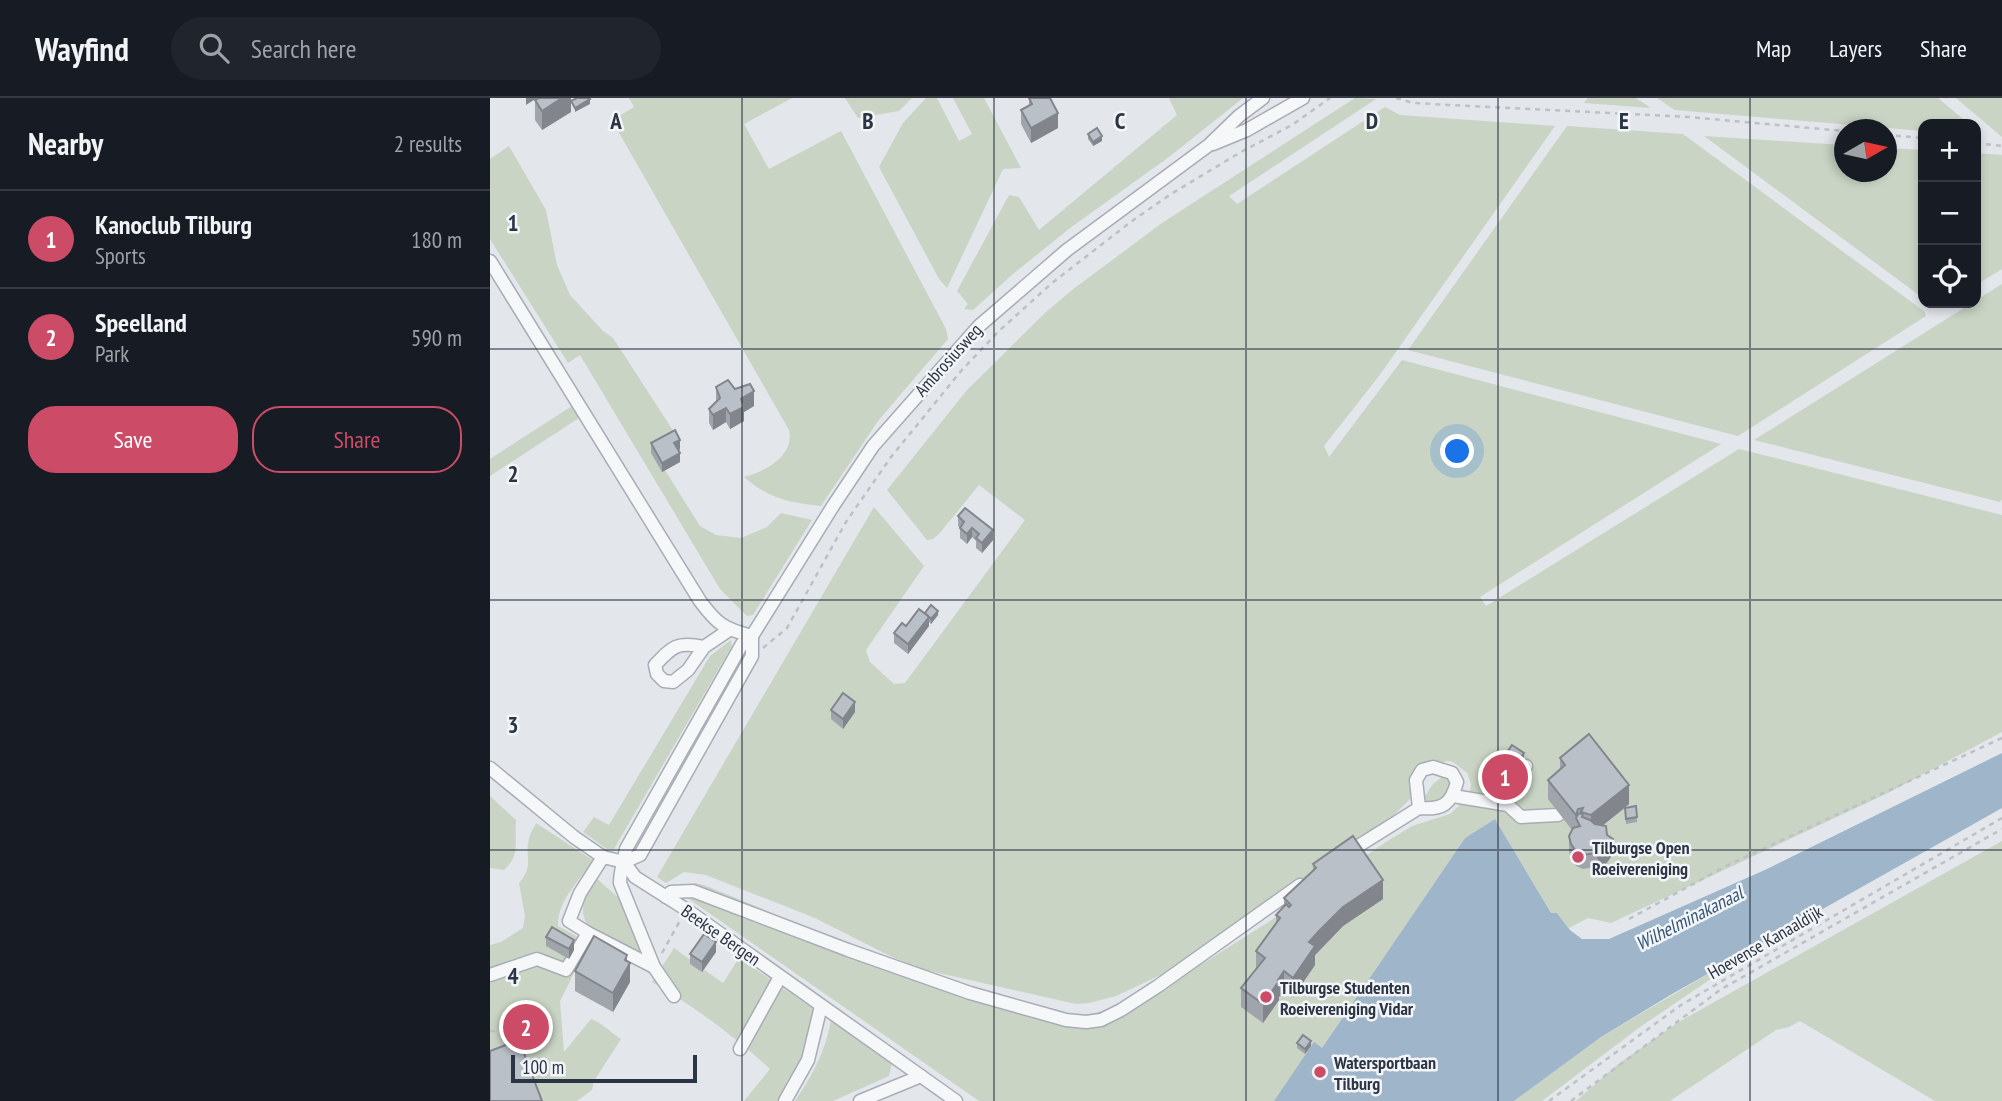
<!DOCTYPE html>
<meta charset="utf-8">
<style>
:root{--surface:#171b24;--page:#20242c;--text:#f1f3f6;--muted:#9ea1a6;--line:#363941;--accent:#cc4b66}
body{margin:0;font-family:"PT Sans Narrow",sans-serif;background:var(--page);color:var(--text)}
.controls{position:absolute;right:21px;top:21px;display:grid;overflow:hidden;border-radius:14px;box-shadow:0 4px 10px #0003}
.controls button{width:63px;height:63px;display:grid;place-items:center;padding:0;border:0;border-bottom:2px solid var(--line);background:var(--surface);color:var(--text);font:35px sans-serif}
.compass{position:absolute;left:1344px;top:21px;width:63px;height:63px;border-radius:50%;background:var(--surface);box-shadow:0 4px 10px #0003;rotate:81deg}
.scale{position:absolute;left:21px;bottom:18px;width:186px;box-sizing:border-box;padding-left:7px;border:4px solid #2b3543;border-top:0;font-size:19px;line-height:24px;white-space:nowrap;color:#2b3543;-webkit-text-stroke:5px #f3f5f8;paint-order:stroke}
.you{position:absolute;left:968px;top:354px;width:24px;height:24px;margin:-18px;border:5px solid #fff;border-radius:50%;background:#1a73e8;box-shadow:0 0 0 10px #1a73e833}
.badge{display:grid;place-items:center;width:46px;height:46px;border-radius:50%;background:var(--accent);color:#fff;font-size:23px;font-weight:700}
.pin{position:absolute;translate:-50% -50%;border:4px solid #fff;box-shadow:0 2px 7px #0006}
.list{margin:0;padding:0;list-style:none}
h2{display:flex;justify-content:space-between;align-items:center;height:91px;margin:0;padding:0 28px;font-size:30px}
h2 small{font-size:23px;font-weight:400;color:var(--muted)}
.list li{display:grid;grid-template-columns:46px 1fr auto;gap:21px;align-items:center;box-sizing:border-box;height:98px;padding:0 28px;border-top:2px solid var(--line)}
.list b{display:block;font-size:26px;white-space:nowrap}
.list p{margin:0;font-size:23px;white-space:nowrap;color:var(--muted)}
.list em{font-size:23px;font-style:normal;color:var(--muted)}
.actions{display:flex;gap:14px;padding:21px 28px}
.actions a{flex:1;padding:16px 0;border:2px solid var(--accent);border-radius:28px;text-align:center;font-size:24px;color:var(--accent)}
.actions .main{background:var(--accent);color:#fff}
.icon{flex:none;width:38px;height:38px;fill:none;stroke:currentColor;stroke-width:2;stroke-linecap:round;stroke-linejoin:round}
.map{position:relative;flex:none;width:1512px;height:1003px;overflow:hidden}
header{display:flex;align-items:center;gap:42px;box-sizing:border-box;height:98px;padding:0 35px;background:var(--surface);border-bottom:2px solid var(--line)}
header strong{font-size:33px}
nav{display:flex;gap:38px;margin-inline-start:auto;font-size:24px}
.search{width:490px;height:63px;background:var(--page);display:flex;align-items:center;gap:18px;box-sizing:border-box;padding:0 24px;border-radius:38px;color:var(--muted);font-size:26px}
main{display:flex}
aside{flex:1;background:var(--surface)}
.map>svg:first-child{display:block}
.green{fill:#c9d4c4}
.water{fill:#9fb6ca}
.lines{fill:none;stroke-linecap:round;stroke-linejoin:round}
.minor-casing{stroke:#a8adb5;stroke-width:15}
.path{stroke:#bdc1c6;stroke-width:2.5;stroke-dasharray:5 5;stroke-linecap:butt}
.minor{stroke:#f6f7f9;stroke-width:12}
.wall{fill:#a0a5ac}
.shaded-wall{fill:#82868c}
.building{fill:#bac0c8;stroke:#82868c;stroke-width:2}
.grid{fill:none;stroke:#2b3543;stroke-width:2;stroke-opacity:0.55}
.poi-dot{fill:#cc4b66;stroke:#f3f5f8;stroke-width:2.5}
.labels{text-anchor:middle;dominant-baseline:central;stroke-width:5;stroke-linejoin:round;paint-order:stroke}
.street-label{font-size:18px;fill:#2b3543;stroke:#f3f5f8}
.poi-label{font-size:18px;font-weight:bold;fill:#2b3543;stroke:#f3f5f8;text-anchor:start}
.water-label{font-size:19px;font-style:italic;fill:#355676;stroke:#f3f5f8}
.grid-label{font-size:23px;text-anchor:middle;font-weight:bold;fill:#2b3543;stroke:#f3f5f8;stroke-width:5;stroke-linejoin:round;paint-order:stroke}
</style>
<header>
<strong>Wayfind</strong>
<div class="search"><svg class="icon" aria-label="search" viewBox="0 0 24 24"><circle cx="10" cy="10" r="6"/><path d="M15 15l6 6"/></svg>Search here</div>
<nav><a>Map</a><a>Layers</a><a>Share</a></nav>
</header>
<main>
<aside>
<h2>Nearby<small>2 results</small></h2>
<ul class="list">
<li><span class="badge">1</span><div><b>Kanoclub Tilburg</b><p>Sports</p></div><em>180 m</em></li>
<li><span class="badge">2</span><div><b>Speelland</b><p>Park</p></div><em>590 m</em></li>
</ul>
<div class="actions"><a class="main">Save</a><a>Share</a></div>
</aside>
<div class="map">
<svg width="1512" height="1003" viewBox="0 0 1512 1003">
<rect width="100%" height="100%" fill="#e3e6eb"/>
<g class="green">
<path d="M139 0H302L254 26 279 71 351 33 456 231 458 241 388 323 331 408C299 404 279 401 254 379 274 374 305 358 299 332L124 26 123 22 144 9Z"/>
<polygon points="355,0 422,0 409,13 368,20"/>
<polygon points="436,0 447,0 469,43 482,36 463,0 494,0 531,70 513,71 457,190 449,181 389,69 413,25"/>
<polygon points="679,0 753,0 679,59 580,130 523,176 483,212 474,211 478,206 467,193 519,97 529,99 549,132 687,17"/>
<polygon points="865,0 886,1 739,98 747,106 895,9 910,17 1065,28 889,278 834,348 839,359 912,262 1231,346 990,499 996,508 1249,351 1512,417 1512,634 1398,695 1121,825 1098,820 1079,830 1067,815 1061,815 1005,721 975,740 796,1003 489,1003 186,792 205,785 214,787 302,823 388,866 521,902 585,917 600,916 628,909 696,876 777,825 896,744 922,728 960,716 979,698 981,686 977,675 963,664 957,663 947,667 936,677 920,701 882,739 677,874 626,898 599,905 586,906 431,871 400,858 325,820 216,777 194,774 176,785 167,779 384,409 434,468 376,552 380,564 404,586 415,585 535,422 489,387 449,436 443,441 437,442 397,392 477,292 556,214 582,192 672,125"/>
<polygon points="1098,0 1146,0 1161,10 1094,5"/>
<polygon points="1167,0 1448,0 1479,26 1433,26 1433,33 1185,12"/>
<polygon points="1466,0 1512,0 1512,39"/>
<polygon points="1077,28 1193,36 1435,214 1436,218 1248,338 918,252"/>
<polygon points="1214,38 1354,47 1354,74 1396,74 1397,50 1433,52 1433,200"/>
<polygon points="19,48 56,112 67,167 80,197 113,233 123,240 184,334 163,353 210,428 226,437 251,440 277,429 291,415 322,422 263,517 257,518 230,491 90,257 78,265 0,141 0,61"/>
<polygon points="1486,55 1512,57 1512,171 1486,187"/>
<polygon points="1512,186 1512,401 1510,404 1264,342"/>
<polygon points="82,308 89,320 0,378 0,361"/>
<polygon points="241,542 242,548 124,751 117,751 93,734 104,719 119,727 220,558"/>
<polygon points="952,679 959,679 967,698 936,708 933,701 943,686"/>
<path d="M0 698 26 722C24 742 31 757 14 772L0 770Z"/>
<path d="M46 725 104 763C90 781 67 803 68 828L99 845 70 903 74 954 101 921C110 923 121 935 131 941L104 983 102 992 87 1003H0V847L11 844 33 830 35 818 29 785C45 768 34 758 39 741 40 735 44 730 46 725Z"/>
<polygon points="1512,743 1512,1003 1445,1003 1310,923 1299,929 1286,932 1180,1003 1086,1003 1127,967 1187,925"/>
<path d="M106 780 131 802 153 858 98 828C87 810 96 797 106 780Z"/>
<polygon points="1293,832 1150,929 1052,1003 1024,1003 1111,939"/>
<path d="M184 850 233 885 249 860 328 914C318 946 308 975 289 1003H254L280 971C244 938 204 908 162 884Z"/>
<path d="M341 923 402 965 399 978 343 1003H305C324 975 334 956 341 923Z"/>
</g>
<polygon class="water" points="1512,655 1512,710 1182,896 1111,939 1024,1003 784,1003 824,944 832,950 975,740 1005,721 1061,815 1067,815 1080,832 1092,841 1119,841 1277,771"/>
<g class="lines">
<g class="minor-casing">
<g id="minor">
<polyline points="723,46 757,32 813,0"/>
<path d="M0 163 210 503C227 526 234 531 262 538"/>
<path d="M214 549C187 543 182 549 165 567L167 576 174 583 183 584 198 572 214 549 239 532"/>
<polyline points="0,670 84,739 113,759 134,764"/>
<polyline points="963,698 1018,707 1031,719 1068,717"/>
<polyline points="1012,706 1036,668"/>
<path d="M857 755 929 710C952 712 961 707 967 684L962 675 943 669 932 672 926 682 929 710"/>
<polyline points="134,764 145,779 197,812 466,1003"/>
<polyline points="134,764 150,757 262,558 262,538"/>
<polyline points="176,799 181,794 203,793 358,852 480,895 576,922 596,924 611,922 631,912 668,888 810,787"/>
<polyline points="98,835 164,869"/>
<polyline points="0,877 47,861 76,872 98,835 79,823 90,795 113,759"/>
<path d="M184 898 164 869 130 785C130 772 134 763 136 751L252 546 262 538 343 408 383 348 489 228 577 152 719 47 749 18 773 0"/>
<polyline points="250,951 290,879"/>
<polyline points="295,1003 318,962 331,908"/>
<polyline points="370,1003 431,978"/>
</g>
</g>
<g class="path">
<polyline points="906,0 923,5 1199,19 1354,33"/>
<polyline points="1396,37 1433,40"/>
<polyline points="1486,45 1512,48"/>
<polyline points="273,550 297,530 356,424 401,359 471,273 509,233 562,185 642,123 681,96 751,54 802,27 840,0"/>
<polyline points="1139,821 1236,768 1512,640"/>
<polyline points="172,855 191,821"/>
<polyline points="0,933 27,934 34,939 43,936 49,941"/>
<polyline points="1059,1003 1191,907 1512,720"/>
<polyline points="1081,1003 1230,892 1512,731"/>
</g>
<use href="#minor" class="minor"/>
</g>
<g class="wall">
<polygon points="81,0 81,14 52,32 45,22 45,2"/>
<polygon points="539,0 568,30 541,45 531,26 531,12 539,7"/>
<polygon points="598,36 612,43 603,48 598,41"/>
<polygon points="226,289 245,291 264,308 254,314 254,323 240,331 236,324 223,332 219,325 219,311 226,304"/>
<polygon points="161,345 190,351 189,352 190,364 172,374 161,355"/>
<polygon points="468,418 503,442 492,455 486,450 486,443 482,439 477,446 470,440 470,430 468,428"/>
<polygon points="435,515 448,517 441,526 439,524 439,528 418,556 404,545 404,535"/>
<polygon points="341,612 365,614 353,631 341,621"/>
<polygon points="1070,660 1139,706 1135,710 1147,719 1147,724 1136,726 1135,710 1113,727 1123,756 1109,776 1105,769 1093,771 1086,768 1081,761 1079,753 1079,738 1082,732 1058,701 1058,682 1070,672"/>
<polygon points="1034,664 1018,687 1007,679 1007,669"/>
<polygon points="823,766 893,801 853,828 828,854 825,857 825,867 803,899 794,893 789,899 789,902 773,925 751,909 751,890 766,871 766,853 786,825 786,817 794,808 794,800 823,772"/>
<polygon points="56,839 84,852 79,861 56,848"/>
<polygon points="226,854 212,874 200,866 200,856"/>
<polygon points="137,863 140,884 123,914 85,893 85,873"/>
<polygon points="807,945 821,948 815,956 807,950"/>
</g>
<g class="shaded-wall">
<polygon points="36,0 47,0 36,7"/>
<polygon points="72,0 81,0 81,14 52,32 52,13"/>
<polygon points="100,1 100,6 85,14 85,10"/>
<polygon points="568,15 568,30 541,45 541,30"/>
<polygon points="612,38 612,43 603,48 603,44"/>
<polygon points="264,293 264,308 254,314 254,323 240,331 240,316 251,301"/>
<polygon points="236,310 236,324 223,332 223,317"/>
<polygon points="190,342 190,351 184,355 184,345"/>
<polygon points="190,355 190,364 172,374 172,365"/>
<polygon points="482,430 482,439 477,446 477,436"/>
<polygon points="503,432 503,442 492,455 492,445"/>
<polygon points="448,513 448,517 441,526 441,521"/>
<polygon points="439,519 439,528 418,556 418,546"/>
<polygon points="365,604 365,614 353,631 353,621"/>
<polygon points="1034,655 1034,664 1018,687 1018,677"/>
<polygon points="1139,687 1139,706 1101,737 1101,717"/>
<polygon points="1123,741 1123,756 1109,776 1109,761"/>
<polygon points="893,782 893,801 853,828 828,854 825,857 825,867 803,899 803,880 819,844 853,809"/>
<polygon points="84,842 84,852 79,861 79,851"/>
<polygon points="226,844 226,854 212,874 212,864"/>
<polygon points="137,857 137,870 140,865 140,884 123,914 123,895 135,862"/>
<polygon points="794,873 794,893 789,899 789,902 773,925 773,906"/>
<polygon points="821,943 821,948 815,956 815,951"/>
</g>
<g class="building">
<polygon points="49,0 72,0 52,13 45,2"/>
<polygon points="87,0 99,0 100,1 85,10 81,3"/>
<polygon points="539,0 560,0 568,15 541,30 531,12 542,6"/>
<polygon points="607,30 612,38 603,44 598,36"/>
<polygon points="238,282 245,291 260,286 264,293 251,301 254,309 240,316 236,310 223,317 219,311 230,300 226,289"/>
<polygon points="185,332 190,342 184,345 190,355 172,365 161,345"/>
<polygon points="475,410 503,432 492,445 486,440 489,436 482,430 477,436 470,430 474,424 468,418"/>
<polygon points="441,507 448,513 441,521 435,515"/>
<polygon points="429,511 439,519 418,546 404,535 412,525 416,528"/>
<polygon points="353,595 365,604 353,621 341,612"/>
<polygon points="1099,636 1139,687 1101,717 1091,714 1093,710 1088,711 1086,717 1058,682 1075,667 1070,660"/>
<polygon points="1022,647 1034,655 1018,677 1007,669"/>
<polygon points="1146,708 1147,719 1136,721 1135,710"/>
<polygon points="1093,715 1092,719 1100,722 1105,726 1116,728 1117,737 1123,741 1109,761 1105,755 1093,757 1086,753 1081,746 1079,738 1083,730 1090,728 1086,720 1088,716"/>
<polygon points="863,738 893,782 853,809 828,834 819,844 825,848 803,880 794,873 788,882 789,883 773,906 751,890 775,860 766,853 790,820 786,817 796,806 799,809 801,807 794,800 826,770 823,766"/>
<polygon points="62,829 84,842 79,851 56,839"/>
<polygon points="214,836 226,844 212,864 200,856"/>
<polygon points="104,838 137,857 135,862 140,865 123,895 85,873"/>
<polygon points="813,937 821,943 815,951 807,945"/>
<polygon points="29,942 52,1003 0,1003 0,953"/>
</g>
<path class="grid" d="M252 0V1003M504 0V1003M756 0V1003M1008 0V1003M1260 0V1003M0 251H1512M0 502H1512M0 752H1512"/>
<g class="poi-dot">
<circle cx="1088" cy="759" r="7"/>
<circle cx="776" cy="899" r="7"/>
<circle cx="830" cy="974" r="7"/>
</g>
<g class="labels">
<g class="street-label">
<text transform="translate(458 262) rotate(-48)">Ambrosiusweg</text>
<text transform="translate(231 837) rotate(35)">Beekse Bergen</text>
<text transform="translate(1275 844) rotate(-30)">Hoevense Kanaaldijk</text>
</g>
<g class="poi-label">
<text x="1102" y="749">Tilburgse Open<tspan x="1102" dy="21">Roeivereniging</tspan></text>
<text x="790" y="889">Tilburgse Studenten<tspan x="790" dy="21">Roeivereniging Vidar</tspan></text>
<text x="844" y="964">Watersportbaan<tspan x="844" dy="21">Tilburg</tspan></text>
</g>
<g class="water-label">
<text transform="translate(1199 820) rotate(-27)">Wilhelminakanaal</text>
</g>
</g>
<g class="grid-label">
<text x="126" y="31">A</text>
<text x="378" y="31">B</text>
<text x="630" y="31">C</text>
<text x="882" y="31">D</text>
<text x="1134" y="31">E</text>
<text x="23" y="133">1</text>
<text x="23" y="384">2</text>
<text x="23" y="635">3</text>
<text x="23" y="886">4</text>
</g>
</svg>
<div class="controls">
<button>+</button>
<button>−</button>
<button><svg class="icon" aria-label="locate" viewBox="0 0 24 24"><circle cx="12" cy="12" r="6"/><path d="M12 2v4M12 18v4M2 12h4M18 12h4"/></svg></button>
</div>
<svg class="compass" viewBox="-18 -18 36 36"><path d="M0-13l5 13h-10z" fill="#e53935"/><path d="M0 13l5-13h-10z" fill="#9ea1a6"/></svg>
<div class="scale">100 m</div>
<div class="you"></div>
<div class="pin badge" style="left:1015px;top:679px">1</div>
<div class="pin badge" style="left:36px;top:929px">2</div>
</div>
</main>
__________
• The task
Filter the entries down to the lines with the word "linecap" in them, and copy those lines.

• Response to this task
.icon{flex:none;width:38px;height:38px;fill:none;stroke:currentColor;stroke-width:2;stroke-linecap:round;stroke-linejoin:round}
.lines{fill:none;stroke-linecap:round;stroke-linejoin:round}
.path{stroke:#bdc1c6;stroke-width:2.5;stroke-dasharray:5 5;stroke-linecap:butt}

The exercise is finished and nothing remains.